New fee schedule for webstreaming RIAA tracks

According to Kurt Hanson, webstreaming audio tracks whose copyright is held by clients of the Recording Industry Association of America (what I’ll call “RIAA tracks”) just became a lot more expensive.

In a new fee schedule (effective retroactively to the start of 2006), online radio stations playing RIAA tracks now have to pay $0.0011 per song-per listener (also known as a “performance”). This means that the RIAA track webcaster has to figure out how many downloads of the song there were and pay that times $0.0011 every month this year. Next year and every year through 2010 this fee will go up, according to the current fee schedule:

2006 $.0008 per performance
2007 $.0011 per performance
2008 $.0014 per performance
2009 $.0018 per performance
2010 $.0019 per performance

And no RIAA track webcaster pays less than $500/month; that’s the new minimum payment in this scheme.

I’m not sure if this is in addition to or a replacement for the content restrictions which prevent playing songs from the same artist more than a certain number of times in a row, or in a 3-hour period, and so on. But perhaps that doesn’t matter—it’s not hard to see how the new fee schedule makes webcasting RIAA tracks completely unaffordable. Just run some sample calculations out to 1 year and watch the fees add up beyond what small stations (individuals and small volunteer outfits) can afford to pay.

And then there’s the question raised any time webcasting with the RIAA comes up: Webcasters should take on all of this complexity, cost, and hassle so they can do business with an organization that treats people so shabbily?

I know that many artists don’t see the harm in signing with an RIAA client. They think it will be their path to riches even though it’s far more likely they’ll have to make albums just to pay off the label/loan shark. This fee schedule, written at the behest of the RIAA, does not benefit artists. Read the definition of “performance” closely and you’ll see the incentive to play fewer RIAA tracks and webcast to fewer people. I suggest that artists record and distribute their own work online, and retain the copyright to their songs as well as their recordings. Artists are often less popular than they’d like to be, so it’s better to retain copyright power than to sign it over to a label. Artists who still want to work with the RIAA through their label should advocate for a small uniform fee anyone can pay the RIAA in exchange for distribution rights in any medium. If the fee is small it will encourage compliance and more fees will be paid to the RIAA (I’ll be surprised if a dime of this money goes to any but the most popular artists who need the money the least, but more exposure is an indirect benefit). I’m guessing this is where things are headed and once again we’ll (as Cory Doctorow once put it) drag the RIAA “kicking and screaming to the money tree”.
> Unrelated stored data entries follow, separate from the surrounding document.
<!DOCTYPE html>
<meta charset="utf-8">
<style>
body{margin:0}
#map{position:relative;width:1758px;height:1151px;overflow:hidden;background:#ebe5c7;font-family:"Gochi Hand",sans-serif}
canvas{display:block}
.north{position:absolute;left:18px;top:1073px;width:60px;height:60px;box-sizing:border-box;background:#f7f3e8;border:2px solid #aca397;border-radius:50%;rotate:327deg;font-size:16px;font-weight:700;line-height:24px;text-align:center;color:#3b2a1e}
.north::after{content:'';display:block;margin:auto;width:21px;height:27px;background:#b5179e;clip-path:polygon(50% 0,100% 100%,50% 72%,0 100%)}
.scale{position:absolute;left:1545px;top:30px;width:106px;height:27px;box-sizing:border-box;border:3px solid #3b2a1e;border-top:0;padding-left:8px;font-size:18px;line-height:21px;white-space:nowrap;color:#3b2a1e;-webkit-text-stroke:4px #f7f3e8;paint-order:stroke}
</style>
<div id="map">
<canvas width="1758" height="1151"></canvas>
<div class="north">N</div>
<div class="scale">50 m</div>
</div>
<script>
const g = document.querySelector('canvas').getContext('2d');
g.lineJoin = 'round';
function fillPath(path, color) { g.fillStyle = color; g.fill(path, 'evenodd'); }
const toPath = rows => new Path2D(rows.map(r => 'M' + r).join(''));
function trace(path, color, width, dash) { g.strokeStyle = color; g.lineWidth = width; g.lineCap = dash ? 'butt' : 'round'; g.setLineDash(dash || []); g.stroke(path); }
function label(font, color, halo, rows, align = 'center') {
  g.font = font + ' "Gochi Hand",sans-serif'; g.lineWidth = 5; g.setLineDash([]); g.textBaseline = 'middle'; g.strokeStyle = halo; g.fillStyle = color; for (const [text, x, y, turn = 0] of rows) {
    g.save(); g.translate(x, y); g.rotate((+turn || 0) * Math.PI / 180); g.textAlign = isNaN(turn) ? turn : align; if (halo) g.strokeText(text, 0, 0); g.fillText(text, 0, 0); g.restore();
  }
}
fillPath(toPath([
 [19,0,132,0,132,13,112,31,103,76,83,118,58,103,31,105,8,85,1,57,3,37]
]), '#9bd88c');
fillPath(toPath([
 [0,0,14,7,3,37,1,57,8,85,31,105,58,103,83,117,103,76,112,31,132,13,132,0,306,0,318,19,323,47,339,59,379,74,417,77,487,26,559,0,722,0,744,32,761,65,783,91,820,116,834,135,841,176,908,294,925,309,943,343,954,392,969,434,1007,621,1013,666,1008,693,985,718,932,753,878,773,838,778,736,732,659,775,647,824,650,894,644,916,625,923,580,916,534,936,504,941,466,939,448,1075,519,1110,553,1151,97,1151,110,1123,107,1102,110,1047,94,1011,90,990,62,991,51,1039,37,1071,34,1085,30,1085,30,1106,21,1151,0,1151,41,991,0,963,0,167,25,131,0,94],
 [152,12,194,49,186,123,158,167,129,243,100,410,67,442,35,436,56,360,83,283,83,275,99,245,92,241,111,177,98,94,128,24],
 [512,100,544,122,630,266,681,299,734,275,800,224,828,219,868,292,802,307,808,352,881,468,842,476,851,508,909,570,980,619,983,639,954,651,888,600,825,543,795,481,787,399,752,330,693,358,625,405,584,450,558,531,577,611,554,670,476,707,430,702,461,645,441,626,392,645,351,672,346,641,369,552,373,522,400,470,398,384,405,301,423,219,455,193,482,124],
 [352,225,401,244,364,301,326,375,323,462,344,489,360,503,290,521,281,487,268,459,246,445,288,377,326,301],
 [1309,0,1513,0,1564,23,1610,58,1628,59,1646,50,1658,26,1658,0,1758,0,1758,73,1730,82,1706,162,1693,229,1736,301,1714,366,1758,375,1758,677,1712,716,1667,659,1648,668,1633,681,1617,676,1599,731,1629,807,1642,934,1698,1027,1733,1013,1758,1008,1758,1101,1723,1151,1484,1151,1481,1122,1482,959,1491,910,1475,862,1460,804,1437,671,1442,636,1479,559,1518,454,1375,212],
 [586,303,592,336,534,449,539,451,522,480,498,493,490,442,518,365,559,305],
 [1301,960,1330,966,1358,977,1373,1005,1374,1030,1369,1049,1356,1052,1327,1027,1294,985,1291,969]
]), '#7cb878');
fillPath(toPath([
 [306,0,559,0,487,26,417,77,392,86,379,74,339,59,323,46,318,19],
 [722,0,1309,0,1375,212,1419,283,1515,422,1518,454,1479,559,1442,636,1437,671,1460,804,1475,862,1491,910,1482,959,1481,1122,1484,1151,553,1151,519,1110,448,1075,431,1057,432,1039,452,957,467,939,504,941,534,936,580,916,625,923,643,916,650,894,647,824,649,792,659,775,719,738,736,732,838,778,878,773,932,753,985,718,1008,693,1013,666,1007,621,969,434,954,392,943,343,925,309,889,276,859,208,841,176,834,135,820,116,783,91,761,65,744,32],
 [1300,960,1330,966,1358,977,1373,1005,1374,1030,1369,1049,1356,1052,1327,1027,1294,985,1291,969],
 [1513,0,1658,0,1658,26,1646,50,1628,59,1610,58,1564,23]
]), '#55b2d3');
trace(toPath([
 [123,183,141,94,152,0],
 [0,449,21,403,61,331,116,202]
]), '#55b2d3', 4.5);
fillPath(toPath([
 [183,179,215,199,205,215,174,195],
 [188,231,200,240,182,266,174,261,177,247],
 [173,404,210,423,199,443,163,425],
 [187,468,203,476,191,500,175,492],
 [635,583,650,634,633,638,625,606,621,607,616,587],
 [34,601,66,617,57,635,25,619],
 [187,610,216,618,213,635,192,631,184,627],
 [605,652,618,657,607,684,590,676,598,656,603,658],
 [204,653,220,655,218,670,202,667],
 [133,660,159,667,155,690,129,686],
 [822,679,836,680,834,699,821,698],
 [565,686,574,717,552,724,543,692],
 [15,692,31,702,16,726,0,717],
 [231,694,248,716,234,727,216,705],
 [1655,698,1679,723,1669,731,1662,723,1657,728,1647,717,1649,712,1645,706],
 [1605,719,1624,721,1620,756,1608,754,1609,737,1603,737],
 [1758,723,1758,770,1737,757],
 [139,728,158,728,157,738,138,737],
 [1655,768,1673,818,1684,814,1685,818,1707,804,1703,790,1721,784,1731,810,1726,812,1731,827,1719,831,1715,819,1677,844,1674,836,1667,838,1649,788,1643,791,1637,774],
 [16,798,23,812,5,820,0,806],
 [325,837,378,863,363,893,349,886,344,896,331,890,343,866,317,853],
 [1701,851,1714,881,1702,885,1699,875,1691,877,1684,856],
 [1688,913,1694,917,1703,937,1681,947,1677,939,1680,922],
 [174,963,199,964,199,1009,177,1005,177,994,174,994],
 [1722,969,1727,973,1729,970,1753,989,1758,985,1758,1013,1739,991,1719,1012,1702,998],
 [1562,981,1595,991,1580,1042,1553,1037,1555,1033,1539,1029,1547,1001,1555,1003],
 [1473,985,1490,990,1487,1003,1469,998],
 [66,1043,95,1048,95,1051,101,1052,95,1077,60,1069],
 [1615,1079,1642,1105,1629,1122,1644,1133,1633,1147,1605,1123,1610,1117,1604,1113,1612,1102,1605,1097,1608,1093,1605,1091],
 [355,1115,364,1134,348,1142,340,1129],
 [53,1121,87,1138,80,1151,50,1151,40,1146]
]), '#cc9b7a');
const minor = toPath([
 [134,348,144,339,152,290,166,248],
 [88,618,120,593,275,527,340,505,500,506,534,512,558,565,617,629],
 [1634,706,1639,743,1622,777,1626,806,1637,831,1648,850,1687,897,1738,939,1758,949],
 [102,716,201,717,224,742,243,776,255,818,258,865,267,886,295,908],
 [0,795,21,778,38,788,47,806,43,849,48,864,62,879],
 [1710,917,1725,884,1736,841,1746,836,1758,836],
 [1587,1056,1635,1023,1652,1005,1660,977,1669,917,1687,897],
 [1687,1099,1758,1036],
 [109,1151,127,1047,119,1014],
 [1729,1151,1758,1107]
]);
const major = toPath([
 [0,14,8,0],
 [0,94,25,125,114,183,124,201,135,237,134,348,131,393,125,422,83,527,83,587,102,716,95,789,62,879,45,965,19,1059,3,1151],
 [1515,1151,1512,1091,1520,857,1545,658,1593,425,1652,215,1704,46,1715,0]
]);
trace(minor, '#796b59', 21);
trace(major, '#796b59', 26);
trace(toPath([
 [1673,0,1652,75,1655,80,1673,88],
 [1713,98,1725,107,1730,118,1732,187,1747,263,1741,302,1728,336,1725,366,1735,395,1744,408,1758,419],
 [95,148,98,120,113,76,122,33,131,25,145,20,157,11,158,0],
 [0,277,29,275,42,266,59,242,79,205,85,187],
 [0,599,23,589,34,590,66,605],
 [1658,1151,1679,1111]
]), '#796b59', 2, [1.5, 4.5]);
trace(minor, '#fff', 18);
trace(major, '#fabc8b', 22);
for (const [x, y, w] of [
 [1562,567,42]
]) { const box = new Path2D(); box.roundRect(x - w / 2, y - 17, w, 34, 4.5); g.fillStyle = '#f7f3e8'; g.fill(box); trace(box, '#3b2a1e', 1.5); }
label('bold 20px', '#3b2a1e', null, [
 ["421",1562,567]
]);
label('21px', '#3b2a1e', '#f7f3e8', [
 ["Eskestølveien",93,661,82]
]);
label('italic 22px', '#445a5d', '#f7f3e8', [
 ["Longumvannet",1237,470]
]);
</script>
2 thoughts on “New fee schedule for webstreaming RIAA tracks

  1. It’s surprising how the numbers add up. I did a Fermi estimate based on my (undoubtedly flawed) picture WEFT:

    $0.0015 fee per song
    1,000 streaming listeners
    8 songs per hour
    16 hours a day of streamable programming
    30 days a month

    == $5,760/mo in fees

    Their minimum fee of $500/mo gives you a paltry 11,000 track plays per day. I figure I listen to about 60 songs a day; $500/mo would buy an audience of under 200.

  2. Hello folks who know much more about this than I do –

    If it’s true that these fees do not apply to a community broadcaster like WEFT, could someone estimate what we would have to pay? The reference I was given is

    http://stations.cpb.org/musicrights/

    If these fees do not apply to us, or if we’d be looking at $500/year, let’s
    look forward to WEFT webcasting!